• [EXERCISE AIM]:
From the records below, find each line with the string "Math" and copy it.
[Opening INPUT FOR THIS TASK section]
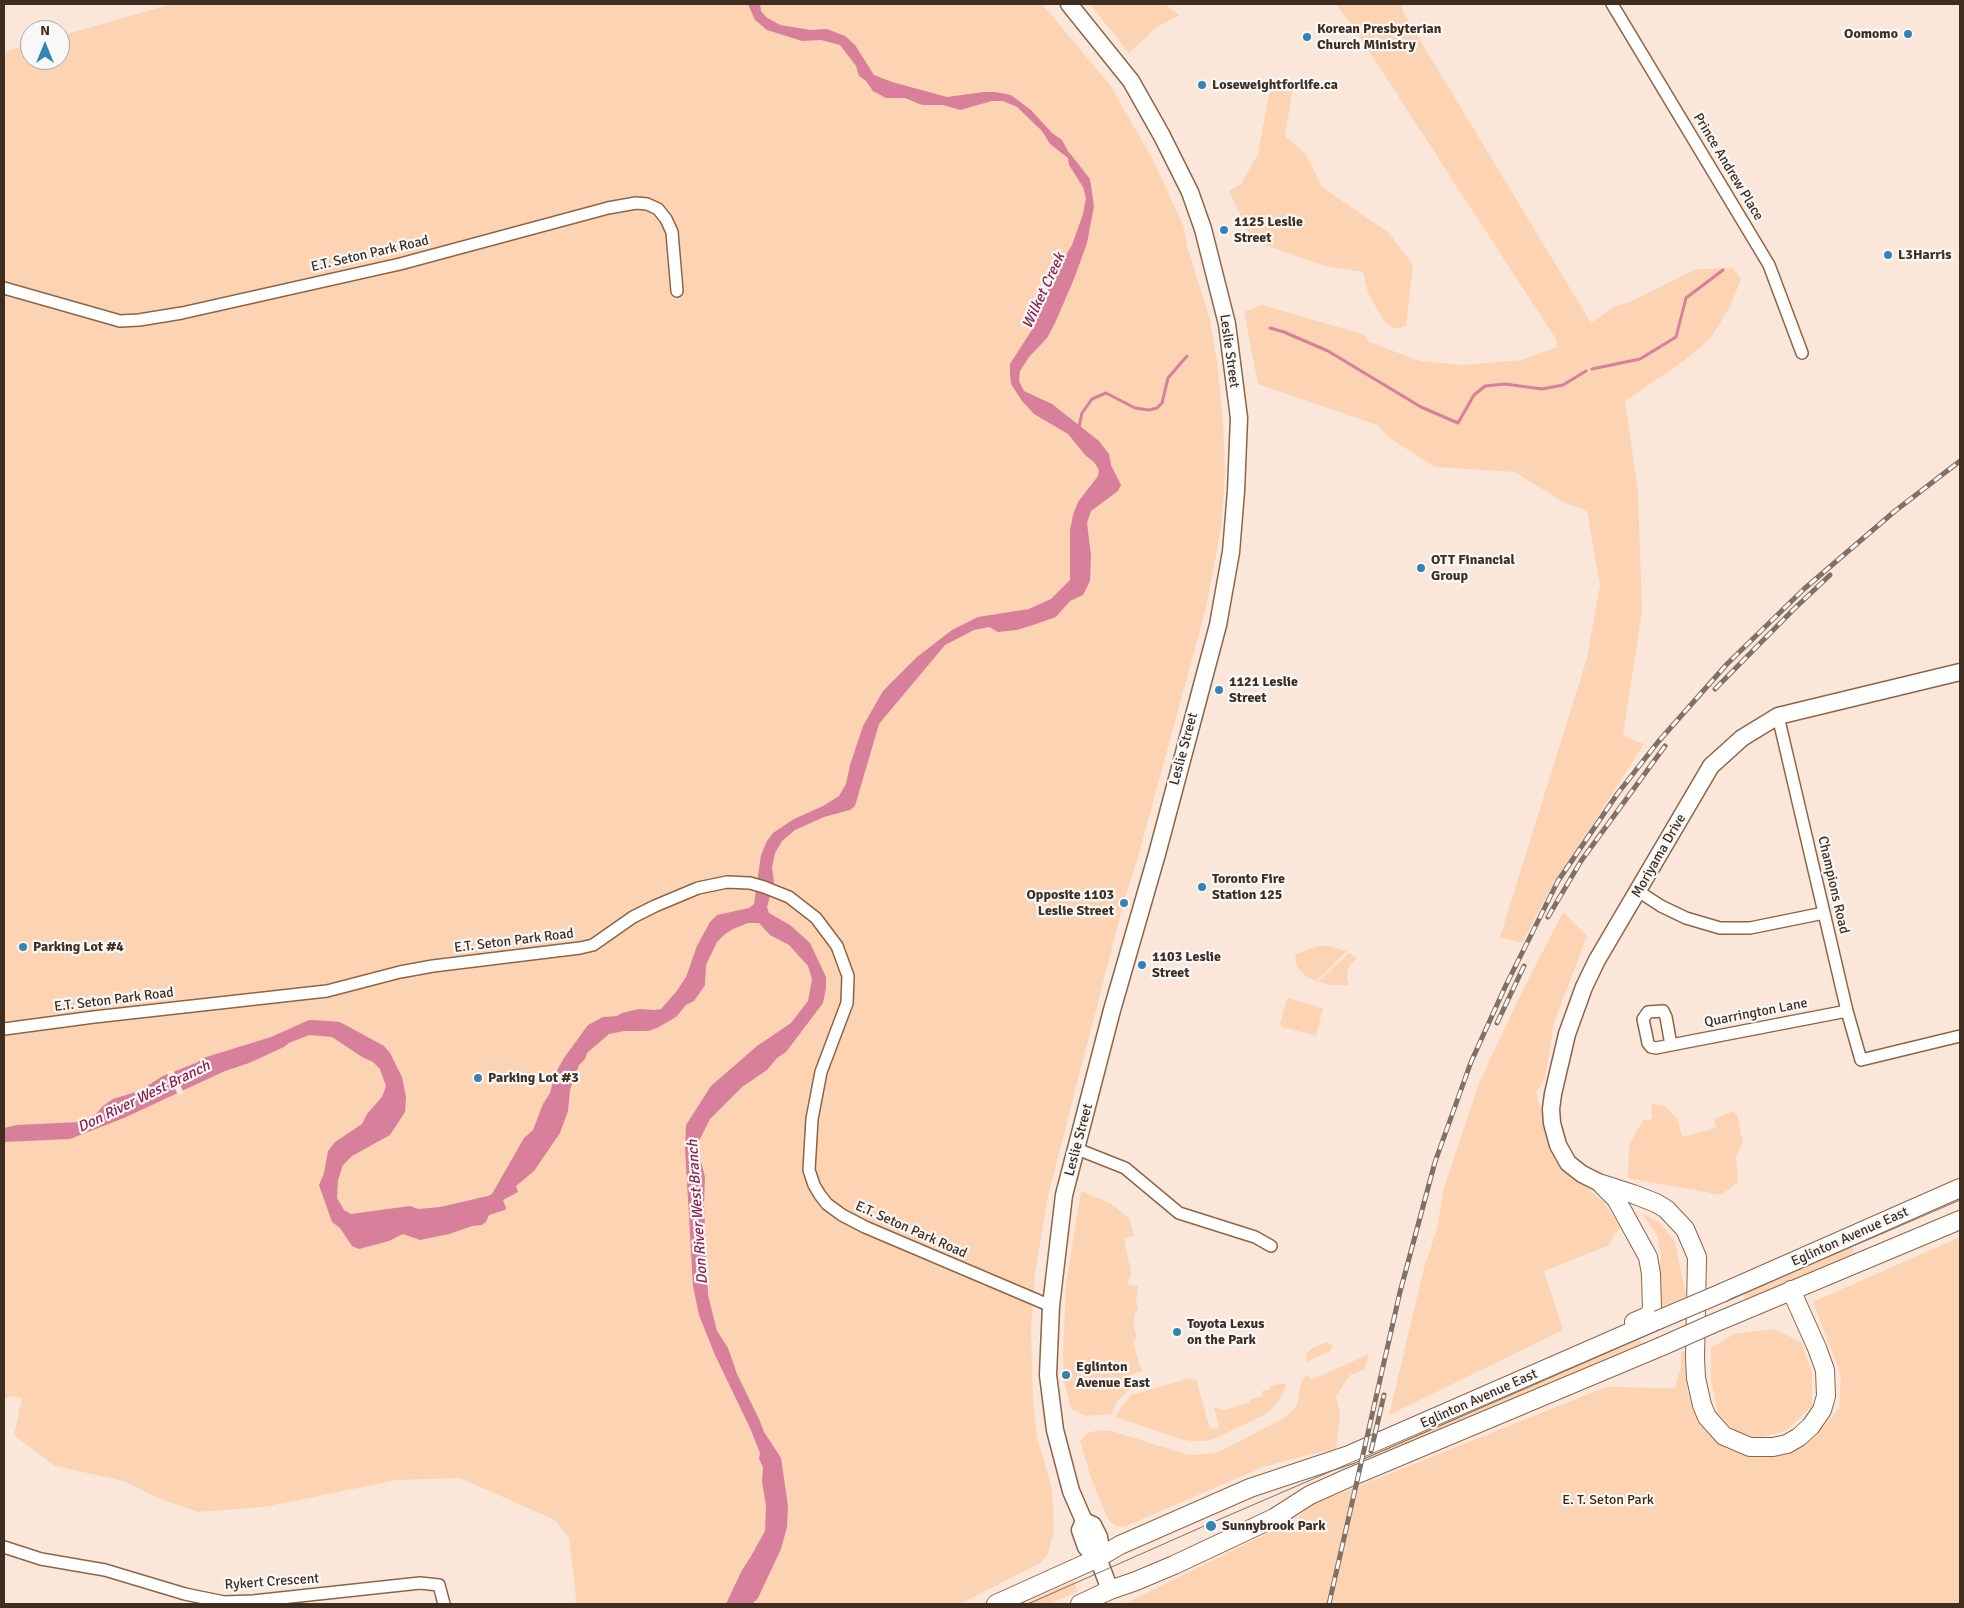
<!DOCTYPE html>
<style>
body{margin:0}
#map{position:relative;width:1964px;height:1608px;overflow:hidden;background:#fae7d9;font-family:Signika,sans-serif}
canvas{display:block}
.frame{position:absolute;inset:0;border:5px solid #3f2d1f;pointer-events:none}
.north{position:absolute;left:20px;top:20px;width:50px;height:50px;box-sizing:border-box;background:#f8f8f8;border:1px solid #aea7a1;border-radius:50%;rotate:0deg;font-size:14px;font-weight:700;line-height:20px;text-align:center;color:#3f2d1f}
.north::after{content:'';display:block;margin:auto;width:18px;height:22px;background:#3483b5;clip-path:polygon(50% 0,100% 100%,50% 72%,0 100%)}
</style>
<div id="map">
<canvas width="1964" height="1608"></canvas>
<div class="frame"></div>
<div class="north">N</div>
</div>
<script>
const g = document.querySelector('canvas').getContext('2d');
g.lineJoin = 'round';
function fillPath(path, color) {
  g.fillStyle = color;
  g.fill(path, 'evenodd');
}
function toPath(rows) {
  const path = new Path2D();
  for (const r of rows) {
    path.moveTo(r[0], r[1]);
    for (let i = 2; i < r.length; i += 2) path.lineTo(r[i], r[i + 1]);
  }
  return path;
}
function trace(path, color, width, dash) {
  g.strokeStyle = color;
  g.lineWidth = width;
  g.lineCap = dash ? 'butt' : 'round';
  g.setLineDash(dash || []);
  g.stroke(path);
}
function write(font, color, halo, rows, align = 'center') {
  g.font = font + ' Signika,sans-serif';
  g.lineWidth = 4.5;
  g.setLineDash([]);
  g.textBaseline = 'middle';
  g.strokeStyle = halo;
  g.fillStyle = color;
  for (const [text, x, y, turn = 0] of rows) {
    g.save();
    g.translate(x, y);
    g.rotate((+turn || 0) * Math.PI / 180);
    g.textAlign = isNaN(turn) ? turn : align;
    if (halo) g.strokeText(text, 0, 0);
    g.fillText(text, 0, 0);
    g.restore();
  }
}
fillPath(toPath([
 [172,4,1042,4,1110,85,1153,160,1183,225,1188,249,1210,320,1217,361,1223,422,1225,475,1221,528,1206,608,1138,857,1123,905,1048,1196,1035,1273,1031,1330,1033,1400,1037,1437,1052,1489,1054,1531,1047,1555,1040,1563,960,1604,575,1604,576,1596,569,1538,555,1520,460,1478,397,1480,264,1507,198,1512,160,1499,124,1481,55,1466,14,1435,22,1398,12,1396,4,1399,4,52,30,44,30,60,60,60,60,36],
 [1090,4,1164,4,1180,15,1157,27,1129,53],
 [1336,4,1402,4,1403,12,1591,323,1614,307,1634,300,1696,269,1733,268,1741,279,1729,309,1710,339,1685,360,1625,401,1638,492,1642,611,1623,736,1644,744,1545,899,1522,943,1500,937,1587,658,1600,585,1587,511,1563,502,1515,472,1435,467,1388,437,1377,425,1258,384,1244,312,1262,305,1365,335,1369,342,1420,361,1463,365,1522,360,1557,347,1556,339,1357,33],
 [1278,81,1294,82,1285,136,1305,153,1322,187,1389,233,1413,265,1406,326,1396,329,1384,321,1368,293,1363,272,1324,266,1252,240,1229,191,1241,184,1258,154,1269,94],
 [1563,912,1587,936,1554,1023,1545,1078,1536,1093,1558,1164,1604,1202,1620,1228,1614,1235,1610,1245,1544,1271,1563,1330,1389,1415,1424,1268,1437,1229,1444,1187,1480,1081,1519,998],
 [1322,946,1328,946,1347,951,1316,981,1307,977,1297,967,1295,955,1308,949],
 [1349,953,1357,958,1348,968,1347,979,1349,985,1332,985,1318,982],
 [1287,998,1323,1008,1316,1036,1282,1027,1280,1024],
 [1651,1104,1665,1106,1678,1120,1682,1137,1716,1128,1714,1119,1733,1111,1737,1115,1743,1143,1736,1156,1738,1182,1721,1195,1628,1178,1629,1146,1643,1120,1652,1119],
 [1081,1191,1110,1203,1130,1219,1134,1236,1124,1238,1130,1267,1131,1275,1127,1285,1138,1286,1136,1304,1138,1309,1134,1316,1135,1323,1133,1324,1137,1339,1133,1340,1139,1364,1143,1371,1128,1376,1130,1385,1133,1384,1134,1388,1129,1390,1118,1400,1111,1414,1086,1416,1071,1409,1064,1381,1063,1354,1066,1284],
 [1642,1213,1660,1223,1675,1242,1686,1296,1668,1305,1656,1306,1661,1256,1657,1235],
 [1960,1237,1960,1604,1124,1604,1297,1519,1309,1506,1606,1387,1675,1388,1681,1366,1681,1352,1685,1351,1687,1390,1697,1417,1706,1432,1727,1449,1749,1457,1762,1458,1786,1454,1798,1449,1815,1437,1839,1408,1841,1375,1813,1302],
 [1850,1244,1856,1256,1747,1302,1742,1291],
 [1774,1329,1801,1342,1812,1372,1812,1406,1786,1431,1758,1438,1735,1431,1718,1413,1711,1380,1711,1348,1734,1334],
 [1639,1338,1643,1346,1385,1456,1382,1448],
 [1329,1342,1329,1344,1333,1345,1330,1351,1307,1362,1306,1354,1314,1347],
 [1369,1354,1364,1370,1350,1375,1336,1396,1340,1415,1336,1449,1311,1454,1263,1467,1124,1527,1115,1526,1108,1519,1092,1481,1080,1441,1088,1433,1099,1430,1112,1431,1185,1454,1195,1455,1213,1453,1223,1450,1286,1417,1297,1405,1301,1384,1304,1377,1308,1375,1311,1380],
 [1190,1378,1191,1380,1196,1379,1210,1429,1219,1427,1214,1408,1218,1407,1219,1410,1223,1409,1224,1410,1236,1407,1236,1406,1250,1402,1249,1400,1263,1396,1262,1391,1270,1389,1270,1386,1285,1383,1286,1386,1281,1398,1268,1413,1214,1439,1204,1441,1190,1441,1180,1439,1116,1417,1121,1407,1131,1395],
 [1074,1581,1078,1591,1049,1604,1023,1604]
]), '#fcd4b4');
fillPath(toPath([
 [748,4,760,4,761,11,766,17,780,25,811,30,827,29,845,36,855,45,874,75,892,82,947,97,984,92,995,92,1011,95,1031,110,1052,133,1062,140,1068,151,1090,179,1094,206,1087,243,1074,279,1055,323,1047,338,1029,357,1020,371,1019,381,1024,391,1052,404,1099,441,1109,454,1111,465,1121,485,1118,491,1091,511,1087,523,1091,556,1090,581,1083,595,1070,601,1056,617,1033,625,1017,630,998,632,989,627,974,630,945,645,879,724,855,806,850,810,824,817,795,830,782,841,775,853,772,867,774,882,767,907,769,913,790,925,810,943,826,977,826,988,823,1003,786,1052,777,1058,767,1070,742,1087,710,1119,698,1143,698,1150,705,1177,704,1205,708,1295,717,1331,728,1348,737,1374,759,1419,764,1432,781,1458,788,1506,787,1527,781,1549,758,1598,752,1604,726,1604,742,1570,750,1558,765,1531,766,1505,762,1482,763,1467,759,1459,760,1453,750,1428,715,1355,699,1315,693,1286,685,1148,686,1125,711,1086,757,1046,791,1023,808,1001,812,979,808,966,789,945,770,935,759,923,748,923,733,929,725,934,717,942,706,965,705,985,694,1001,686,1005,676,1017,657,1028,648,1031,624,1031,609,1034,587,1053,585,1059,579,1065,574,1078,570,1090,568,1111,560,1133,534,1171,516,1186,518,1192,503,1200,506,1208,505,1210,489,1215,486,1222,482,1225,472,1226,449,1234,420,1240,403,1234,389,1241,359,1249,352,1246,340,1228,332,1222,319,1185,324,1173,328,1151,335,1142,362,1124,367,1114,382,1097,386,1086,380,1069,373,1062,362,1057,332,1037,309,1035,289,1043,284,1047,249,1063,225,1071,124,1118,70,1139,4,1142,4,1128,17,1125,80,1122,96,1114,103,1106,113,1099,139,1091,163,1076,198,1062,203,1058,271,1037,309,1020,329,1021,340,1022,384,1046,390,1053,402,1077,406,1097,405,1112,390,1135,352,1156,343,1165,338,1180,337,1198,344,1210,351,1214,410,1206,418,1209,440,1207,488,1196,492,1194,524,1138,533,1130,543,1104,550,1093,555,1074,564,1058,588,1025,603,1017,617,1016,622,1013,639,1009,655,1010,661,1009,676,992,686,977,697,946,710,922,717,915,749,908,754,904,761,855,767,841,773,833,794,819,823,806,839,796,846,784,850,765,863,726,883,691,917,657,952,630,978,617,1029,609,1051,599,1070,580,1070,530,1073,515,1078,502,1098,476,1099,470,1094,462,1086,456,1068,434,1034,414,1022,401,1011,384,1010,374,1010,364,1035,325,1054,274,1072,245,1083,214,1086,198,1083,187,1069,165,1068,158,1050,144,1042,131,1017,107,1003,101,992,101,960,110,943,105,922,105,905,98,886,98,873,91,866,81,859,76,856,66,840,45,821,40,802,41,767,30,755,20]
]), '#d87f9b');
fillPath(toPath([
 [173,1070,184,1093,178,1095,167,1072]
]), '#fae7d9');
trace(toPath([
 [1270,328,1284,332,1328,351,1421,407,1458,423,1474,395,1485,386,1505,384,1542,389,1563,385,1586,371],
 [1592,369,1640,359,1676,337,1686,298,1723,270],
 [1079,427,1082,413,1092,399,1106,393,1135,408,1149,410,1157,408,1162,403,1168,378,1187,356]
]), '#d87f9b', 3);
const street = toPath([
 [1612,4,1769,265,1802,353],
 [4,288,120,321,139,320,182,313,400,264,608,208,636,203,647,204,658,209,666,219,672,232,677,291],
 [1778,716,1847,1011,1861,1060,1960,1036],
 [1638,891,1661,906,1686,918,1720,928,1750,928,1824,913],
 [4,1029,94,1017,327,991,400,972,433,966,580,948,593,945,633,917,655,906,698,888,727,882,750,883,764,887,789,897,816,918,837,946,848,976,847,1003,821,1072,812,1119,809,1170,814,1185,820,1195,827,1204,842,1215,865,1227,1051,1306],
 [1671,1045,1656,1048,1651,1047,1648,1043,1643,1019,1648,1012,1663,1011,1666,1017,1671,1045,1847,1011],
 [1077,1149,1125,1168,1179,1213,1255,1237,1271,1246],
 [4,1547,41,1559,105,1570,185,1594,224,1602,253,1601,420,1583,439,1585,444,1604]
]);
const secondary = toPath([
 [1069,4,1131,81,1162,136,1190,192,1203,229,1227,324,1239,418,1236,491,1231,552,1218,625,1157,854,1112,1010,1064,1195,1051,1306,1048,1375,1055,1430,1071,1491,1084,1521,1093,1525,1099,1537,1100,1543,1098,1558,1110,1590],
 [1602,1184,1582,1174,1568,1163,1558,1145,1552,1123,1551,1109,1553,1094,1567,1034,1584,987,1597,960,1711,766,1742,738,1778,716,1960,672],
 [1084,1521,1080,1530,1086,1547,1098,1558]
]);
const primary = toPath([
 [1602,1184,1633,1194,1656,1203,1666,1209,1685,1229,1697,1257,1695,1358,1696,1378,1702,1405,1707,1417,1724,1436,1750,1447,1773,1447,1787,1444,1799,1437,1811,1426,1822,1410,1826,1396,1825,1370,1817,1348,1791,1290],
 [1602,1185,1616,1199,1648,1257,1651,1274,1652,1310,1648,1316,1634,1322],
 [1724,1292,1960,1188],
 [1712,1324,1960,1220],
 [996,1604,1098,1558,1120,1545,1250,1488,1349,1455,1658,1320],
 [1080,1604,1110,1590,1136,1581,1174,1565,1274,1518,1310,1495,1348,1478,1660,1347]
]);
trace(street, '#8d6544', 14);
trace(secondary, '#8d6544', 19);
trace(primary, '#8d6544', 20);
trace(street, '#fff', 11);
trace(secondary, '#fff', 16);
trace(primary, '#fff', 18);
trace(toPath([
 [1028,1604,1211,1523,1960,1200]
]), '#827062', 1);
const rail = toPath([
 [1715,689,1794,609,1830,575],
 [1548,917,1581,861,1665,746],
 [1497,1023,1524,966],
 [1371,1451,1384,1395],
 [1329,1604,1400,1292,1435,1162,1471,1062,1506,985,1558,881,1618,793,1658,742,1727,664,1804,589,1895,511,1960,461]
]);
trace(rail, '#827062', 5);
trace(rail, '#f8f8f8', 3, [9]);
const primaryBridge = toPath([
 [1658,1320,1724,1292],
 [1660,1347,1712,1324]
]);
trace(primaryBridge, '#8d6544', 20, []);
trace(primaryBridge, '#fff', 18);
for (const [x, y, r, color] of [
 [1908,34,5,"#3483b5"],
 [1307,37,5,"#3483b5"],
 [1202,85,5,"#3483b5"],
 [1224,230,5,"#3483b5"],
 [1888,255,5,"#3483b5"],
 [1421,568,5,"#3483b5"],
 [1219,690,5,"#3483b5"],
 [1202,887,5,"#3483b5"],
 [1124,903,5,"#3483b5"],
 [23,947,5,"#3483b5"],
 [1142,965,5,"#3483b5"],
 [478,1078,5,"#3483b5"],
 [1177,1332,5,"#3483b5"],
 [1066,1375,5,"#3483b5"],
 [1211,1526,6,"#3483b5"]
]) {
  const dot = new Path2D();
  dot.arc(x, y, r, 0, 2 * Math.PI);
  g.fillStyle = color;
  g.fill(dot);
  trace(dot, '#f8f8f8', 2);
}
write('bold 14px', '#3f2d1f', '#f8f8f8', [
 ["Korean Presbyterian",1317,29],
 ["Church Ministry",1317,45],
 ["Oomomo",1898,34,"right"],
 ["Loseweightforlife.ca",1212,85],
 ["1125 Leslie",1234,222],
 ["Street",1234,238],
 ["L3Harris",1898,255],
 ["OTT Financial",1431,560],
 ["Group",1431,576],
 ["1121 Leslie",1229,682],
 ["Street",1229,698],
 ["Toronto Fire",1212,879],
 ["Station 125",1212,895],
 ["Opposite 1103",1114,895,"right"],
 ["Leslie Street",1114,911,"right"],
 ["Parking Lot #4",33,947],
 ["1103 Leslie",1152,957],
 ["Street",1152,973],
 ["Parking Lot #3",488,1078],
 ["Toyota Lexus",1187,1324],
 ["on the Park",1187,1340],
 ["Eglinton",1076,1367],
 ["Avenue East",1076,1383],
 ["Sunnybrook Park",1222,1526]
], 'left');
write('14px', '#3f2d1f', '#f8f8f8', [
 ["Prince Andrew Place",1728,167,59],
 ["E.T. Seton Park Road",370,254,-13],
 ["Leslie Street",1229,351,82],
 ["Leslie Street",1184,749,-75],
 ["Moriyama Drive",1659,856,-60],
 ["Champions Road",1833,885,77],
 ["E.T. Seton Park Road",514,941,-7],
 ["E.T. Seton Park Road",114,1000,-7],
 ["Quarrington Lane",1756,1013,-11],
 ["Leslie Street",1079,1140,-75],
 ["E.T. Seton Park Road",911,1230,24],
 ["Eglinton Avenue East",1850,1237,-24],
 ["Eglinton Avenue East",1479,1399,-24],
 ["Rykert Crescent",272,1582,-4]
]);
write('14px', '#402409', '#f8f8f8', [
 ["E. T. Seton Park",1608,1500]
]);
write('italic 15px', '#8b234e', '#f8f8f8', [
 ["Wilket Creek",1044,291,-65],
 ["Don River West Branch",144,1097,-26],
 ["Don River West Branch",698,1212,-94]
]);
</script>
[Closing INPUT FOR THIS TASK section]
• [ANSWER TO THIS PROBLEM]:
    g.rotate((+turn || 0) * Math.PI / 180);
  dot.arc(x, y, r, 0, 2 * Math.PI);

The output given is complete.